▶ **Assignment**
For the word "linecap", report how many lines of the records below contain it, and nothing more.

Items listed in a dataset
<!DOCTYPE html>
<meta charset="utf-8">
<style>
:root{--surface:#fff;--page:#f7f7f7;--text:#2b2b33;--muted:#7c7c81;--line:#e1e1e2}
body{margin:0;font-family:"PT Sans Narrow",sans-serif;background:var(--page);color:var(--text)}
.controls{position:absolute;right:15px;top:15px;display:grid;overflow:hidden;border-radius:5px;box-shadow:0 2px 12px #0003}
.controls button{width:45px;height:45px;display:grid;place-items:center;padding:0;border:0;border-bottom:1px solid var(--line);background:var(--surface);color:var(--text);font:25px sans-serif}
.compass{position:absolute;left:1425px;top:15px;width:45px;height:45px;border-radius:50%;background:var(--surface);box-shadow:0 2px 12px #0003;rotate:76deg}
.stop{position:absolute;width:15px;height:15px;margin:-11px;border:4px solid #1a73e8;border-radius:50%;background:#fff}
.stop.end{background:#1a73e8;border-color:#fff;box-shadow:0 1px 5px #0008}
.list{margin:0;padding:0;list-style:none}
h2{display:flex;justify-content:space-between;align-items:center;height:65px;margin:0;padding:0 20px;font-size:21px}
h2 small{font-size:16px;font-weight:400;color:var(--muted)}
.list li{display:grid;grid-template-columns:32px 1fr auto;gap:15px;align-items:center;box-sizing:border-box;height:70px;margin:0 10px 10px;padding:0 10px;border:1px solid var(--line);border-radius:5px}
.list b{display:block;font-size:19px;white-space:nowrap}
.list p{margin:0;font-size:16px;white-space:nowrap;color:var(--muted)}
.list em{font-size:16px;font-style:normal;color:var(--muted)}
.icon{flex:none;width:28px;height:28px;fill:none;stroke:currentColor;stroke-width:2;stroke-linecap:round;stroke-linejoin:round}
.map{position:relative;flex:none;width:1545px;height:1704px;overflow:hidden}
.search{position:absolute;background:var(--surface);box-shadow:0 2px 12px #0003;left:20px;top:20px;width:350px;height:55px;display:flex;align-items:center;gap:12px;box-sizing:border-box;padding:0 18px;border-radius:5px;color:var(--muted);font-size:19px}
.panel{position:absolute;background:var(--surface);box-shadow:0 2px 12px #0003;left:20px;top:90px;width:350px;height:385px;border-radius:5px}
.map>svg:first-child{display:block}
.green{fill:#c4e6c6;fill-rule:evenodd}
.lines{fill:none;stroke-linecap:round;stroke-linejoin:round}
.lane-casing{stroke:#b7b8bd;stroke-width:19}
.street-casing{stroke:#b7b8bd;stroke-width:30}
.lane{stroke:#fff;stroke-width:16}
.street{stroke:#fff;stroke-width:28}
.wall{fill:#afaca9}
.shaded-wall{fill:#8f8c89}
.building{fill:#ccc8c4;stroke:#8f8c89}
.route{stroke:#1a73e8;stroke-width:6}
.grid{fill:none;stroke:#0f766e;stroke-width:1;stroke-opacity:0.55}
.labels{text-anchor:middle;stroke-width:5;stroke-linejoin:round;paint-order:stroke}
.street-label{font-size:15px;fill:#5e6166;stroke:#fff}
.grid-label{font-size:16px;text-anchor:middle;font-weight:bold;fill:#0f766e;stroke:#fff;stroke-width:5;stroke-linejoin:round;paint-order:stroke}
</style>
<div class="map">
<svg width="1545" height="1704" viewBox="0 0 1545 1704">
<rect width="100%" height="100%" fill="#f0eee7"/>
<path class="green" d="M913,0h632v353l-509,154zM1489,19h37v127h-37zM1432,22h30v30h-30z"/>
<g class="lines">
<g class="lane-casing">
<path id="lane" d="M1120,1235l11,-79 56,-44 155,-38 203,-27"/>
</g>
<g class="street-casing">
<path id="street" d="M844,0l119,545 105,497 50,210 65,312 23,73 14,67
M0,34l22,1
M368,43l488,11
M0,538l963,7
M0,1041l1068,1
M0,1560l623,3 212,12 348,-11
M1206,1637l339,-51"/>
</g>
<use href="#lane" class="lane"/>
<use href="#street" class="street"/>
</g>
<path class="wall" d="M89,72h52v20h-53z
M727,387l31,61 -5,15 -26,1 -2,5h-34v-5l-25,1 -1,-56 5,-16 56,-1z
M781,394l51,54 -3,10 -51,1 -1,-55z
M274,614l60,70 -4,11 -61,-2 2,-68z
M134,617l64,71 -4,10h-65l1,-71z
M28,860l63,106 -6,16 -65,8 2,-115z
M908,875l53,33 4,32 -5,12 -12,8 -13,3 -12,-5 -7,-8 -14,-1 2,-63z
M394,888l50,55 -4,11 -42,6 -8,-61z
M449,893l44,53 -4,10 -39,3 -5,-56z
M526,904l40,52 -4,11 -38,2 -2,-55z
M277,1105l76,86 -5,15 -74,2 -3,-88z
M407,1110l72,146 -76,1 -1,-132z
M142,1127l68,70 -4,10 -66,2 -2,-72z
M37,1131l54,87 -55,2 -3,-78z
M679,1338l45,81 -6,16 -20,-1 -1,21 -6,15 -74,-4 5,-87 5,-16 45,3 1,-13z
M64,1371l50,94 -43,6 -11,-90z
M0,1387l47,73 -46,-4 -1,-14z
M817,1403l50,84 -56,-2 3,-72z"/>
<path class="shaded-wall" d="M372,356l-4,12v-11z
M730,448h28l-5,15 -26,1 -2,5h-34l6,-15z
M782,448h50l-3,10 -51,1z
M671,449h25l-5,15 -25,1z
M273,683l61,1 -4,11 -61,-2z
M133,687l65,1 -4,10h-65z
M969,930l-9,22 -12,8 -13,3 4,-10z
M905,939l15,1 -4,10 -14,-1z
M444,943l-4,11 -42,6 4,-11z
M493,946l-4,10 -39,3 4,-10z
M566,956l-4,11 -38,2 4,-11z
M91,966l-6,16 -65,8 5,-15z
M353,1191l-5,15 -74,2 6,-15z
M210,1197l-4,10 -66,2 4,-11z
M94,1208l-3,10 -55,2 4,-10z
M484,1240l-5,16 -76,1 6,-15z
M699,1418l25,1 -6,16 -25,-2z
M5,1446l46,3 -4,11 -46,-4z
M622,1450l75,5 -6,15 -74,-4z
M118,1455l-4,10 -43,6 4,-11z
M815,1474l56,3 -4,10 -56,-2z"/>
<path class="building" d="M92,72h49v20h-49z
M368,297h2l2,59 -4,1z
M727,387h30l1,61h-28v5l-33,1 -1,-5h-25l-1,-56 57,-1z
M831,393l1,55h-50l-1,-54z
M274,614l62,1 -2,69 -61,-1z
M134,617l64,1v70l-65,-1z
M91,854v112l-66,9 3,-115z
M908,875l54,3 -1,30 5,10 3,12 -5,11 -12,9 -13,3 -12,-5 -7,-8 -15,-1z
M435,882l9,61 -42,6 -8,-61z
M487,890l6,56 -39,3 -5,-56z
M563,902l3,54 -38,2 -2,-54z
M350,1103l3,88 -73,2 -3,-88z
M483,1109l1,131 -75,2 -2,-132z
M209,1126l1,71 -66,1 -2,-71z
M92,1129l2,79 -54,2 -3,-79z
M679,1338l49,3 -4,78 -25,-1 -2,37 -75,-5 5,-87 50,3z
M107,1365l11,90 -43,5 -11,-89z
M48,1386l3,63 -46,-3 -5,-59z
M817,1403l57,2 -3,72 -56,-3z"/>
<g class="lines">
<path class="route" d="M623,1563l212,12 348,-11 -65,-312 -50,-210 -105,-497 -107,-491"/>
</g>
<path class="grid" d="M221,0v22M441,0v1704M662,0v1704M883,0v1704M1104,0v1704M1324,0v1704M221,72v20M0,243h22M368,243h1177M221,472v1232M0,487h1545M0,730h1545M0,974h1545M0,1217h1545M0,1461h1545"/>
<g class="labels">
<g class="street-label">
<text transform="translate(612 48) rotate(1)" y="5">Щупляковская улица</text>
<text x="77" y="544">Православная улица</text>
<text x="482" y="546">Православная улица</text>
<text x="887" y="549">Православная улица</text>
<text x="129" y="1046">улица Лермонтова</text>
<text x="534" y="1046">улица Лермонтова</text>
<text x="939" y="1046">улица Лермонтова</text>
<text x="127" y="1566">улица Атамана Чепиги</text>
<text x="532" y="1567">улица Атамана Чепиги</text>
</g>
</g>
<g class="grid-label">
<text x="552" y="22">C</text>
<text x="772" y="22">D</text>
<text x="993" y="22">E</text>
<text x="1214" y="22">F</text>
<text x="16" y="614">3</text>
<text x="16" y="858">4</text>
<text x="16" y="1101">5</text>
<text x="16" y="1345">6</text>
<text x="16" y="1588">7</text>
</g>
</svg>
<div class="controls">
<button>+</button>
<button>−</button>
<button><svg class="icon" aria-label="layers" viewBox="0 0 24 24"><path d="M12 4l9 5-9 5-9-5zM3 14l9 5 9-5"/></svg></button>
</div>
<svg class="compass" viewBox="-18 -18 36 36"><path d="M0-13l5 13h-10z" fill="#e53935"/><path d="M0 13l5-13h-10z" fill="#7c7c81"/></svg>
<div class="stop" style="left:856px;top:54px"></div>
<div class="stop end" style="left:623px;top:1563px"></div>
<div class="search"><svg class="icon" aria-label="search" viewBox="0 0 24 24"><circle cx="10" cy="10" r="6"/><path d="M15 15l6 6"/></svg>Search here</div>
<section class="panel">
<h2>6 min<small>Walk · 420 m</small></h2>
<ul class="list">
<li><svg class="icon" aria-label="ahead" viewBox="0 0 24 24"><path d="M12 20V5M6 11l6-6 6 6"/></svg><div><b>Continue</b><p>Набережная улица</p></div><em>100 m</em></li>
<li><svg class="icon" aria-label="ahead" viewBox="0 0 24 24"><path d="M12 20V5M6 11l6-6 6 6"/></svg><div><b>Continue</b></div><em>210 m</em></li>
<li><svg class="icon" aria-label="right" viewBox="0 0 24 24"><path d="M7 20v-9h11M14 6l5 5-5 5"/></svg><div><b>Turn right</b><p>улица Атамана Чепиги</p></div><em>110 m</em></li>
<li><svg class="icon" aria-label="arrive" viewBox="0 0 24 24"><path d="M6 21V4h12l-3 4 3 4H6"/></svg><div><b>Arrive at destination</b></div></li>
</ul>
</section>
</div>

▶ **Reply to the task**
2